Ezilenler (Fyodor Mihayloviç Dostoyevski)
Geçen yıl yirmi iki mart akşamı başıma çok garip bir şey geldi. O gün akşama kadar dolaşarak, ev aradım. Oturduğum yer pek rutubetli olduğu için, kötü kötü öksürmeye başlamıştım. Daha sonbaharda çıkacaktım oradan, ama ha bugün ha yarın derken, baharı ettim. Bütün bir gün dolaştığım halde işe yarar bir tek yer bulamadım. ilkin başka kiracılarla bir arada olmayan, ayrı bir daire istiyordum. Daha sonra bir odanın da yetişeceğini düşündüm ama, mutlaka büyük ve tabii mümkün olduğu kadar ucuz olmalıydı. Dikkat ettim: İnsan dar bir evde serbest düşünemiyor bile. Oysa ben öteden beri yazacağım hikayeleri tasarlarkan odamda dolaşmayı severdim. Aklıma gelmişken söyleyeyim: Eserlerimi tasarlayıp, bunları nasıl kaleme alacağım konusunda hayaller kurmaktan daha çok hoşlanıyordum; ama tembellikten değildi bu. Nedendi acaba?

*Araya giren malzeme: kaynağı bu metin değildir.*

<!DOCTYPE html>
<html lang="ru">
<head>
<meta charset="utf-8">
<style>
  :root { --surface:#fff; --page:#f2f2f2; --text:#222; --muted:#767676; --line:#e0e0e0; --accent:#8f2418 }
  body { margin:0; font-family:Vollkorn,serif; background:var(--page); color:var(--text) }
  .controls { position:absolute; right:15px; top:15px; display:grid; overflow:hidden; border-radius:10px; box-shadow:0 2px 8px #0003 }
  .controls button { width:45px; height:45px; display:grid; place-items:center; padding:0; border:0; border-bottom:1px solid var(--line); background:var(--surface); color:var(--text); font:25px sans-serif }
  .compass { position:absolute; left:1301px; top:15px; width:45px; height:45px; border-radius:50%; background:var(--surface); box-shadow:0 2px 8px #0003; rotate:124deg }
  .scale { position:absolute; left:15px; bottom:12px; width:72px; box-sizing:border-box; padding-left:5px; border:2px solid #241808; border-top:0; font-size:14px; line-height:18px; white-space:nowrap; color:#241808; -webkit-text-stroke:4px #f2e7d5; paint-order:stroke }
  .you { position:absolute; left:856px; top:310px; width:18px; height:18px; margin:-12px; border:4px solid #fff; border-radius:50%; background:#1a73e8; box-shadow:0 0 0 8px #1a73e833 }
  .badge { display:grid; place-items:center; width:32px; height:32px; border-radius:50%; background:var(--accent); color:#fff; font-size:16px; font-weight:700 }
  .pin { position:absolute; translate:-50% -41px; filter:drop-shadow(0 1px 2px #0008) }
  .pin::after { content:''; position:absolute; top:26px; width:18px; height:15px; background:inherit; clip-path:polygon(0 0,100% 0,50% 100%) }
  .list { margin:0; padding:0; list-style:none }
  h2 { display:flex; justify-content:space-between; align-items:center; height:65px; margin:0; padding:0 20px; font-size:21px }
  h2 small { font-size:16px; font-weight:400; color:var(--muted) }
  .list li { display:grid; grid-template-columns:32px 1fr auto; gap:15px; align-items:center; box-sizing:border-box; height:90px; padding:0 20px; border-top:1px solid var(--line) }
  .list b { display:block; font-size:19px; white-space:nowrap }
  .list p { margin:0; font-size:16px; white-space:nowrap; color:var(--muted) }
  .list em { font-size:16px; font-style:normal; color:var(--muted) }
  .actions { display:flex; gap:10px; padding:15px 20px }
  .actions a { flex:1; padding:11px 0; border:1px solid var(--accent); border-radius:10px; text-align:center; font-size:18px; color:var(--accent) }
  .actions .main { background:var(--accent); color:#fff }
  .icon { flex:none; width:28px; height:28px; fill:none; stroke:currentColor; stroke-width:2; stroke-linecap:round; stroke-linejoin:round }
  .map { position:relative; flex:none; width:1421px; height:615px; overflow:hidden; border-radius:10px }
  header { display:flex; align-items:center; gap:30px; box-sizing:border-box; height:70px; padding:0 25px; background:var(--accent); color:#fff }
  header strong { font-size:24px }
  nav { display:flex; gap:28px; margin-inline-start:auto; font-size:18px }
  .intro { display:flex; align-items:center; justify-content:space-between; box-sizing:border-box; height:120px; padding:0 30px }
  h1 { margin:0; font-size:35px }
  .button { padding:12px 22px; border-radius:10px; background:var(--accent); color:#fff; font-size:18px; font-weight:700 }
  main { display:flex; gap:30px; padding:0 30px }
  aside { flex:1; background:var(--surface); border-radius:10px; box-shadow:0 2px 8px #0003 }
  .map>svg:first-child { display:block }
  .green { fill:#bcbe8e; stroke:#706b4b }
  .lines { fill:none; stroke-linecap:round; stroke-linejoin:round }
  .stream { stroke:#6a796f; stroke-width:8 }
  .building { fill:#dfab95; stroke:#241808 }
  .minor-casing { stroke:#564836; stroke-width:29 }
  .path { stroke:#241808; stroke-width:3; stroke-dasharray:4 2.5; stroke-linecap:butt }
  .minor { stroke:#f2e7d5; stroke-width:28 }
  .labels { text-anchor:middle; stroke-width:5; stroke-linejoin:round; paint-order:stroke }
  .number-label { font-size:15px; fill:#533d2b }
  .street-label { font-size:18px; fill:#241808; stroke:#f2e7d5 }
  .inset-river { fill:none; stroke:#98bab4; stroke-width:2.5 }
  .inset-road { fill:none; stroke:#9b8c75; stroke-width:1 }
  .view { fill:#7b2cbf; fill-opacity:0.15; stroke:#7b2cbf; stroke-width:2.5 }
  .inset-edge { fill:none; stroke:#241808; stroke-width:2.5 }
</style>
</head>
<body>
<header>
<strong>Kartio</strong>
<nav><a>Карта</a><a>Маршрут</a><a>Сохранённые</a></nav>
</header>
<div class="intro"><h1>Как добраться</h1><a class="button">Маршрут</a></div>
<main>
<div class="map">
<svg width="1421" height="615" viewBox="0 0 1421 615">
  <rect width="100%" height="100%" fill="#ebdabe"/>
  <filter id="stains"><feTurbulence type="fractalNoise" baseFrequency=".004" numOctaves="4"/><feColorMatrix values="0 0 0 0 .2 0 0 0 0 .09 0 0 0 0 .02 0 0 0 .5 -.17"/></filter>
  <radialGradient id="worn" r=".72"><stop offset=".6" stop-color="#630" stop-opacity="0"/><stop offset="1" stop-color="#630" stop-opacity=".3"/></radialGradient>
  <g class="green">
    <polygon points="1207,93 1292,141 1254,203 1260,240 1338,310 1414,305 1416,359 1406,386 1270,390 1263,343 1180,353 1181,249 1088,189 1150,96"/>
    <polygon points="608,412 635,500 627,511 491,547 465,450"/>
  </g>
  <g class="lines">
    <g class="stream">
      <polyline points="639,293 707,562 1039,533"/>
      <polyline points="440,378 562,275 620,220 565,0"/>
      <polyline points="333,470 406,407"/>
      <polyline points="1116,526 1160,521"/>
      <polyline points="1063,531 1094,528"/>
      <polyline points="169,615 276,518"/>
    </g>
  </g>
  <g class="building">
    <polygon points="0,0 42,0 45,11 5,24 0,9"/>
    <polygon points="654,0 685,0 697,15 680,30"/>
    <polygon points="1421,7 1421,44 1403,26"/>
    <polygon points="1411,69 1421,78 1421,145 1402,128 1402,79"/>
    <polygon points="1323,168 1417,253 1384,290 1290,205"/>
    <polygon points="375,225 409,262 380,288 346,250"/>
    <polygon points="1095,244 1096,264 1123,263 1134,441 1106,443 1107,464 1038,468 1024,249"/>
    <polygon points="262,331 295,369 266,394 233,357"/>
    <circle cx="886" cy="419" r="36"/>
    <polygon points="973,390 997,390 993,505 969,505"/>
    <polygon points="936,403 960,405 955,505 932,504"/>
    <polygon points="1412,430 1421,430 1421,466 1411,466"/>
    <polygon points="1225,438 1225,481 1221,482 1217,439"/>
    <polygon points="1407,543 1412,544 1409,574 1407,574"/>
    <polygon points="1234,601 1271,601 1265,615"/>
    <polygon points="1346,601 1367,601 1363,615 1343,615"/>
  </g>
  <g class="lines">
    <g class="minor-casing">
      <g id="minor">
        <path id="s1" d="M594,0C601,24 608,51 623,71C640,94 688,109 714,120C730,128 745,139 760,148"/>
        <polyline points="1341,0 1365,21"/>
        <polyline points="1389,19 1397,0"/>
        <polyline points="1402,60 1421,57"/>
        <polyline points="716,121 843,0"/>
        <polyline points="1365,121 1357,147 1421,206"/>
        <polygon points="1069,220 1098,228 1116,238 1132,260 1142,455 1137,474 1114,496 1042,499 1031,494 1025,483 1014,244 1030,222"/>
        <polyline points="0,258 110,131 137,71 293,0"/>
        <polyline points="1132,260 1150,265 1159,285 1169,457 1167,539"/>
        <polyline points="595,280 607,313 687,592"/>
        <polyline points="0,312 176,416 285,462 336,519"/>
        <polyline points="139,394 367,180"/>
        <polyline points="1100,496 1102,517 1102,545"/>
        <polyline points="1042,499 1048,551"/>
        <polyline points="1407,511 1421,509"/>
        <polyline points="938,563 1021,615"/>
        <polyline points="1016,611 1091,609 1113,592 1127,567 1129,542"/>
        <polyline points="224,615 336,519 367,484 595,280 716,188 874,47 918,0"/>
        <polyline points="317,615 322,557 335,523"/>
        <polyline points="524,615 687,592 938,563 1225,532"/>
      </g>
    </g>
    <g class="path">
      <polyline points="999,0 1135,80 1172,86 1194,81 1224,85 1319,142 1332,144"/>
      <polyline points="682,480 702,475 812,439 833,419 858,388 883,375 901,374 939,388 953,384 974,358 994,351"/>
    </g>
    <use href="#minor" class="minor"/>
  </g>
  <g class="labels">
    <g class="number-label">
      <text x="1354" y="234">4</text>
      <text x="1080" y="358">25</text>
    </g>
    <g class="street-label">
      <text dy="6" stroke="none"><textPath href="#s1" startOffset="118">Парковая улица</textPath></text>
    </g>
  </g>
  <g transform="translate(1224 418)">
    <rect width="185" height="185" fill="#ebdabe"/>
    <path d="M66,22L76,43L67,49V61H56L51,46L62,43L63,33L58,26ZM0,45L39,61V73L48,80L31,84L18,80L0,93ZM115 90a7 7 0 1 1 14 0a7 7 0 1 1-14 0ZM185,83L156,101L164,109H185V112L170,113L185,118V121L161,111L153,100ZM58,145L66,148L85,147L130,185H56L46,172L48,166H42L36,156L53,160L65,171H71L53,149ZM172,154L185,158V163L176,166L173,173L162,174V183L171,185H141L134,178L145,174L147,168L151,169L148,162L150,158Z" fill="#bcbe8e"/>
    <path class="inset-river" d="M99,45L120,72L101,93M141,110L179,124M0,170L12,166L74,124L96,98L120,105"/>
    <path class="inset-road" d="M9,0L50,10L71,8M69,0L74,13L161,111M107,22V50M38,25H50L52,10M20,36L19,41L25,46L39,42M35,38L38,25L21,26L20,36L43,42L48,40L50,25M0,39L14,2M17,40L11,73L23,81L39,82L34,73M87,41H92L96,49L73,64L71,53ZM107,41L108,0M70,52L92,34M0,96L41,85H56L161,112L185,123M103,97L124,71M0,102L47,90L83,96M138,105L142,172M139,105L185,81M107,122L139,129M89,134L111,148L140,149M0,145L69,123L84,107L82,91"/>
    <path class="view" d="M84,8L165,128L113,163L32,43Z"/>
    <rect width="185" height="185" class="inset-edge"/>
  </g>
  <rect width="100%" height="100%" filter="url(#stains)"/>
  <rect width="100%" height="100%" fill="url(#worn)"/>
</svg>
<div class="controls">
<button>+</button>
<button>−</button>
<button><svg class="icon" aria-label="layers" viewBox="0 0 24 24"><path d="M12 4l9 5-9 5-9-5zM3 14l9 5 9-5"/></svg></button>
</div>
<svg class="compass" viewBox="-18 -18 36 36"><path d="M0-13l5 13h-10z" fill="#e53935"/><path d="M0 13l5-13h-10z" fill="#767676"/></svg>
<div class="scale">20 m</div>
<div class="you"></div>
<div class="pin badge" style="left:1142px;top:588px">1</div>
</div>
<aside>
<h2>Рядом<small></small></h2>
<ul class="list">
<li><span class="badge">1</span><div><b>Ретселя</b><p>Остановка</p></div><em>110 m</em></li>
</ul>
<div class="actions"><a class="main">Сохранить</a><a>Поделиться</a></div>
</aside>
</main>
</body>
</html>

Sabah kalkar kalkmaz kendimi keyifsiz hissetmiştim. Güneş batarken iyice rahatsızlandım, nöbet gibi bir şey başladı. Ortalık kararmak üzereyken Voznesenski caddesinden geçiyordum. Petersburg’un mart güneşini, hele gurubunu, soğuk, berrak bir günde pek severim. Bütün sokak parlak bir ışığa boğulup parıldar. Evlerin hepsi göz olan ışıltılar içindedir. Boz, tahini, kirli yeşil renkler bir an için o eski somurtkanlığını kaybeder; sanki içiniz birden ferahlar, sanki biri sizi dirseğiyle dürtmüş gibi silkiniverirsiniz. Yepyeni bir görüş, bambaşka düşünceler… Bir tek güneş ışığı insan ruhunda neler yapabiliyor, hayret!
En sevdiğim kitaplarından biridir. Ve kolay okununlardan.